An individual of profound sincerity is a great moral force, and there is no force — not even the highest intellectual force — that can compare with it. Men and women are powerful in influence according to the soundness and perfection of their sincerity. Morality and sincerity are so closely bound up together, that where sincerity is lacking, morality (as a power) is lacking also — for insincerity undermines all the other virtues, so that they crumble away and become of no account.

Even a little insincerity robs a character of all its nobility, and makes it common and contemptible. I remember once a friend of mine telling me how she was very pleased by the attentions she was receiving from a particular gentleman, but that she would not marry him. “Why not?” I asked. “Something about him doesn’t ring true”, she replied.

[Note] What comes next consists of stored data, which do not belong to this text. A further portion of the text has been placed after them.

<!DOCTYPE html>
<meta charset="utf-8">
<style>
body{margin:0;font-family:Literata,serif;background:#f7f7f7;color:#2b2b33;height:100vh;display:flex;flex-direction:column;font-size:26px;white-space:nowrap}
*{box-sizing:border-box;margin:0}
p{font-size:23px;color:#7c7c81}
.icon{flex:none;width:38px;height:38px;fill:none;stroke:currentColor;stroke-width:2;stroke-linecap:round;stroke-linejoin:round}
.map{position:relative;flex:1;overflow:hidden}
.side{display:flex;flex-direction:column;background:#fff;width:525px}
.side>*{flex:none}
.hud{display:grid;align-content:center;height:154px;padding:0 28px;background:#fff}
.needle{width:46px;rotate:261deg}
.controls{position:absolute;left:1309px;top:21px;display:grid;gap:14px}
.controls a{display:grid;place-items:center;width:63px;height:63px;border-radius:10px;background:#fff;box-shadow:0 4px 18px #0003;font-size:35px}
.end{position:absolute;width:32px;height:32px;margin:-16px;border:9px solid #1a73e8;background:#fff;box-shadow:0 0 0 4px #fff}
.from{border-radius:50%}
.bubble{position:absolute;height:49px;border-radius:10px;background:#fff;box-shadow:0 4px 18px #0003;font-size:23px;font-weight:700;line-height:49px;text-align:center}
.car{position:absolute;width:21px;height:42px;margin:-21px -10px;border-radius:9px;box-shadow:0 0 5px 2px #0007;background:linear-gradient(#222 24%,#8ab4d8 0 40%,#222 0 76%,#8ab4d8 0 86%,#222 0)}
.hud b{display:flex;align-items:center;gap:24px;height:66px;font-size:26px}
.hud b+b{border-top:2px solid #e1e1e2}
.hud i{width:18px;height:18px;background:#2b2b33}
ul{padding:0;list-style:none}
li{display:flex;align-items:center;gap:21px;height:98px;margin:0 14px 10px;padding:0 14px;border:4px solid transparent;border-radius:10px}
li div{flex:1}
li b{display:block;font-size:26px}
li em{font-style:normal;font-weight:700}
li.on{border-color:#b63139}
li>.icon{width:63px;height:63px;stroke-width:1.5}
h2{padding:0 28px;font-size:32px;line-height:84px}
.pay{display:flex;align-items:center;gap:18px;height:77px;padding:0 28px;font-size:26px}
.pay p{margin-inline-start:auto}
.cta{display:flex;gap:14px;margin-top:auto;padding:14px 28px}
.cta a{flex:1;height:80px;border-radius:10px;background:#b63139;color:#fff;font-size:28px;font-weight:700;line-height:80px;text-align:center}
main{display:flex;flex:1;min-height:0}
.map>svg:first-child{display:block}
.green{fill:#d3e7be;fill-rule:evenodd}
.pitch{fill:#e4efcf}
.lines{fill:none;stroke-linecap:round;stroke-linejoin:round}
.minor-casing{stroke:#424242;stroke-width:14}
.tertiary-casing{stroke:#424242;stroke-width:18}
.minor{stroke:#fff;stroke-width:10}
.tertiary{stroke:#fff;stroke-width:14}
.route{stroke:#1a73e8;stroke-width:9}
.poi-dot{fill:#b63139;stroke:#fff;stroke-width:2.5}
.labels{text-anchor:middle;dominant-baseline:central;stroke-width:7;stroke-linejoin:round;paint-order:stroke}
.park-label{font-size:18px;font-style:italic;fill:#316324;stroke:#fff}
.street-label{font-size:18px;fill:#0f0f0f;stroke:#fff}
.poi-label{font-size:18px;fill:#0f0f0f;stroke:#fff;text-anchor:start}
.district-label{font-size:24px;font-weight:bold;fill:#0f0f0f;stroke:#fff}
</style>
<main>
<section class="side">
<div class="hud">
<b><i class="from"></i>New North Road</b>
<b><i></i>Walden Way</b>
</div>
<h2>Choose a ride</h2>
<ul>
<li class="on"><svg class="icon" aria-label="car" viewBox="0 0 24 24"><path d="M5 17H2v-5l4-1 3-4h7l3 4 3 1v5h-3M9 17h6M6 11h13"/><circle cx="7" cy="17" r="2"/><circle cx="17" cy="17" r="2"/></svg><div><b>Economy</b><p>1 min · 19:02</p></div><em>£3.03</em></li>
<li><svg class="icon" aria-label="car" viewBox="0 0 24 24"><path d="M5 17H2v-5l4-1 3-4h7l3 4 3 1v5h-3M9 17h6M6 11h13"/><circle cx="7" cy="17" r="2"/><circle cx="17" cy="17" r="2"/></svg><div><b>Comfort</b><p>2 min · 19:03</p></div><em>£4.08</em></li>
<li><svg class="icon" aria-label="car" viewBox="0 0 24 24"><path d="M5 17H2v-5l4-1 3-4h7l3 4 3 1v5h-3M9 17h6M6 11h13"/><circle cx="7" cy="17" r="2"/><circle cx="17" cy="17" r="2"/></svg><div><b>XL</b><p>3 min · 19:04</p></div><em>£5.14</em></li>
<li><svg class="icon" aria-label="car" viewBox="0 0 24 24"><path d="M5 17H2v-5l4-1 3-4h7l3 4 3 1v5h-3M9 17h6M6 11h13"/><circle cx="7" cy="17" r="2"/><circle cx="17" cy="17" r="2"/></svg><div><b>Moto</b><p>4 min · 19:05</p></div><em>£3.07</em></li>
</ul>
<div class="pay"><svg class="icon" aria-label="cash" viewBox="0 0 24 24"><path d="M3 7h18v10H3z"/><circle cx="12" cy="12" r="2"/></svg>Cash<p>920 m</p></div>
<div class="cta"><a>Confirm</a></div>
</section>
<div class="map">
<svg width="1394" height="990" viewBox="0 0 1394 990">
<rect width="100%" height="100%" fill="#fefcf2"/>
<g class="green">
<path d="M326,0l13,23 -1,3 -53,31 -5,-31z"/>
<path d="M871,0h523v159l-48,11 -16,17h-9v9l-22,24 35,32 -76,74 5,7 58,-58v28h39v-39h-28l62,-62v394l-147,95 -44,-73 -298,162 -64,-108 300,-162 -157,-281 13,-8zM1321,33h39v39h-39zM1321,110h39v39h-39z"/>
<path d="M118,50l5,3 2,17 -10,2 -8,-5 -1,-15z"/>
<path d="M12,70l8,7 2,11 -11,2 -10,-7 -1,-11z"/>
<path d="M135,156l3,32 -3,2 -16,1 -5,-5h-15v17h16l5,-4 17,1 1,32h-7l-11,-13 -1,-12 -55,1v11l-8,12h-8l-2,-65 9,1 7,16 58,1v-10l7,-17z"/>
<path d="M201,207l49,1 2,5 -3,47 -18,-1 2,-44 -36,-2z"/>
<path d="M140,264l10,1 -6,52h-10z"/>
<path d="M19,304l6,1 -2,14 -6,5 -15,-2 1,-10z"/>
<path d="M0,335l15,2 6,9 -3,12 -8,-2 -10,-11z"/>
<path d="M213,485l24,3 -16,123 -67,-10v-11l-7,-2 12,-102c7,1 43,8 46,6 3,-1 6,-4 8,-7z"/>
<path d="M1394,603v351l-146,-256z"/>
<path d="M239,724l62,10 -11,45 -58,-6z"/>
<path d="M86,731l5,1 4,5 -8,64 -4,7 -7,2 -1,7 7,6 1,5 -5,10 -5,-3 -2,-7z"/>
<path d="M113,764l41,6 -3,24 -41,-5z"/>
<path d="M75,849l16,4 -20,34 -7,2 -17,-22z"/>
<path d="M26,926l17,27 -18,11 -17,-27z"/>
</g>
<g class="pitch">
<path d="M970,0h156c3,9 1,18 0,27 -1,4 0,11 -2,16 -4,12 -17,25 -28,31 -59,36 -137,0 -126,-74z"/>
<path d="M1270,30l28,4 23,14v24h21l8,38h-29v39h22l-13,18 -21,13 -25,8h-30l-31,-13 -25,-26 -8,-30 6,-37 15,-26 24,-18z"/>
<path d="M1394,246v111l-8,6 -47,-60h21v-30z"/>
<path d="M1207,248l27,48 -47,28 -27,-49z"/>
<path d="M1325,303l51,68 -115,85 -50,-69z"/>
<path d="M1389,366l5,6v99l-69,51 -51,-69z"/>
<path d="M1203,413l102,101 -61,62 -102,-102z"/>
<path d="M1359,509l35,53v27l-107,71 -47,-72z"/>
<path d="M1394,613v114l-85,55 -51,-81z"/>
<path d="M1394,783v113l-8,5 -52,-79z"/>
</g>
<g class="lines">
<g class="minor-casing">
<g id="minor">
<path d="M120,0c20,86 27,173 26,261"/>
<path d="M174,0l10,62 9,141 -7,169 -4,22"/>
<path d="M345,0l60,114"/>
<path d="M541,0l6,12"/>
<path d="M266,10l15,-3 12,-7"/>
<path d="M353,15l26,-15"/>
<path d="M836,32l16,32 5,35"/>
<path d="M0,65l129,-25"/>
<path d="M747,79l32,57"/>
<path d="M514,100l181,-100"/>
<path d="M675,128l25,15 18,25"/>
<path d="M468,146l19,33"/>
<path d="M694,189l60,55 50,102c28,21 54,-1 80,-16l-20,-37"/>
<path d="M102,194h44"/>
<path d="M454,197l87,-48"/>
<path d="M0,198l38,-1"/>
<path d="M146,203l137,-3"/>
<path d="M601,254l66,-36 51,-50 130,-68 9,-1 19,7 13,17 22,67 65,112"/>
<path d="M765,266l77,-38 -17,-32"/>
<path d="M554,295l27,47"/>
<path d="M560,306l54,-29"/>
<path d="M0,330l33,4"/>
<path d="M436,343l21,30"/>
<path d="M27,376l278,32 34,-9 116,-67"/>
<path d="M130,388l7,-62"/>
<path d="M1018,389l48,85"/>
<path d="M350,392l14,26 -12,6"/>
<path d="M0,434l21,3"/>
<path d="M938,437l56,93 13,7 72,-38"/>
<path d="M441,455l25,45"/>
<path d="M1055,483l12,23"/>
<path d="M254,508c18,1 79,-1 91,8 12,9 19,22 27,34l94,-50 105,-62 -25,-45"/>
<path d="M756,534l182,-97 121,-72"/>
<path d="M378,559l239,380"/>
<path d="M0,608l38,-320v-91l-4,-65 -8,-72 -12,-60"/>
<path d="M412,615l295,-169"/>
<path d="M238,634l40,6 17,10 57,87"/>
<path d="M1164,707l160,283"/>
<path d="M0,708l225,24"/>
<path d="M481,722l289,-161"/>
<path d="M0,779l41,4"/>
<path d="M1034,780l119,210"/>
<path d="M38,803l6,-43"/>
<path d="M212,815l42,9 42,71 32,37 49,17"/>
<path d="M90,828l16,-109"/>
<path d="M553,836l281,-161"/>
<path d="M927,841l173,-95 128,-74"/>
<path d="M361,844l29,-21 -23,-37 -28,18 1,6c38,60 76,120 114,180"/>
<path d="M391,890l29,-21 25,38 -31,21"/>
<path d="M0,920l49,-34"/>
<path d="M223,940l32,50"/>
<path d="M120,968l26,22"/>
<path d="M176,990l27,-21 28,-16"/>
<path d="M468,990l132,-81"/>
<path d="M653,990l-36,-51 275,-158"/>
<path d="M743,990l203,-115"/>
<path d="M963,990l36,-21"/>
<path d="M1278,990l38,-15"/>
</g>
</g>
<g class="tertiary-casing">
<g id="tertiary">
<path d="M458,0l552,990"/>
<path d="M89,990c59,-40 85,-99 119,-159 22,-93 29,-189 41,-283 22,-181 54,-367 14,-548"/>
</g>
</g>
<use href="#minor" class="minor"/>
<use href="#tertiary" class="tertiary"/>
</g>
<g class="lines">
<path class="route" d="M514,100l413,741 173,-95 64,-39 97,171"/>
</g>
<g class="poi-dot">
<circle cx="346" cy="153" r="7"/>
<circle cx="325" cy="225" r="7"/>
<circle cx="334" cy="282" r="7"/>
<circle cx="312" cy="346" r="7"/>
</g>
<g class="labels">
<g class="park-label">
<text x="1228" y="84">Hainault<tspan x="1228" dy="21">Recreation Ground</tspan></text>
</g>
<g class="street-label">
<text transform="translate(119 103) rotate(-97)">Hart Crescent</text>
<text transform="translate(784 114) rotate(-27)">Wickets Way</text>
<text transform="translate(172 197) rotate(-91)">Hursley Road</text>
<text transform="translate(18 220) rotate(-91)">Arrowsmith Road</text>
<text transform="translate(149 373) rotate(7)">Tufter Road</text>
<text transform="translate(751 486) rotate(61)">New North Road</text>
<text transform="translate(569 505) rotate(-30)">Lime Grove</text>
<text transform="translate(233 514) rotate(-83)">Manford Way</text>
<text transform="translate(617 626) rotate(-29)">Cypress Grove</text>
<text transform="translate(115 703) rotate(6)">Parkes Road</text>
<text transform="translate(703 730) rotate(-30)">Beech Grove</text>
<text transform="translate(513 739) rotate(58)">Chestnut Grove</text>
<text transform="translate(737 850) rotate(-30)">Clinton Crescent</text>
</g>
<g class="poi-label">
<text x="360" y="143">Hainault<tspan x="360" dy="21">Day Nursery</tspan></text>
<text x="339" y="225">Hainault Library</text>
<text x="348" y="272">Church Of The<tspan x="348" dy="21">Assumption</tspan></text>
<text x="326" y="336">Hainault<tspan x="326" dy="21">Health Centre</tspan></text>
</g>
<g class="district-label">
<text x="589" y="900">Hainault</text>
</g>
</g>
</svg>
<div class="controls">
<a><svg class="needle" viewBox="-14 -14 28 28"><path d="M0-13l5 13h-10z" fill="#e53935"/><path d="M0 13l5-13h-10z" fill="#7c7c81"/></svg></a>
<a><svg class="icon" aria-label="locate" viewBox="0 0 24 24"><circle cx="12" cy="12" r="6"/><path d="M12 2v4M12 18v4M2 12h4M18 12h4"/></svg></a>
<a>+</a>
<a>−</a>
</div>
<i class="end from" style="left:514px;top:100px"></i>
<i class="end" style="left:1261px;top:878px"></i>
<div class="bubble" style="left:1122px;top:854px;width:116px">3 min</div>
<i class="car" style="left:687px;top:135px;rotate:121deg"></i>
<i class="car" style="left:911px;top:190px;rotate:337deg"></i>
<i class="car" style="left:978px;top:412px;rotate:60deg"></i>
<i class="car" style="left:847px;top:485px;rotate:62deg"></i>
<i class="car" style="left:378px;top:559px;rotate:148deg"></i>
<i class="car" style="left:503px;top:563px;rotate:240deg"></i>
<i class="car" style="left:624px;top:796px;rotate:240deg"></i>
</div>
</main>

Ring true, now that is a term full of meaning. It harkens back to the old silver coins which, when tested by their ring, emitted a sound that revealed the sterling metal throughout, without the adding of any base material. By its ring, we knew that the coin came up to the standard, and would pass anywhere and everywhere for its full value.

So it is, with men and women. Their words and actions emit their own peculiar influence. There is in them an inaudible sound which all others inwardly hear and instinctively detect. We know the false ring from the true, yet know not how we know. As the outer ear can make the most delicate distinctions in sounds, so the inner ear can make equally subtle distinctions between souls.

The soul’s judgement is perfect; so perfect than in literature, art, science, invention, religion — in every department of knowledge — it divides the good from the bad, the worthy from the unworthy, the true from the false, zealously guarding and preserving the former, and allowing the latter to perish.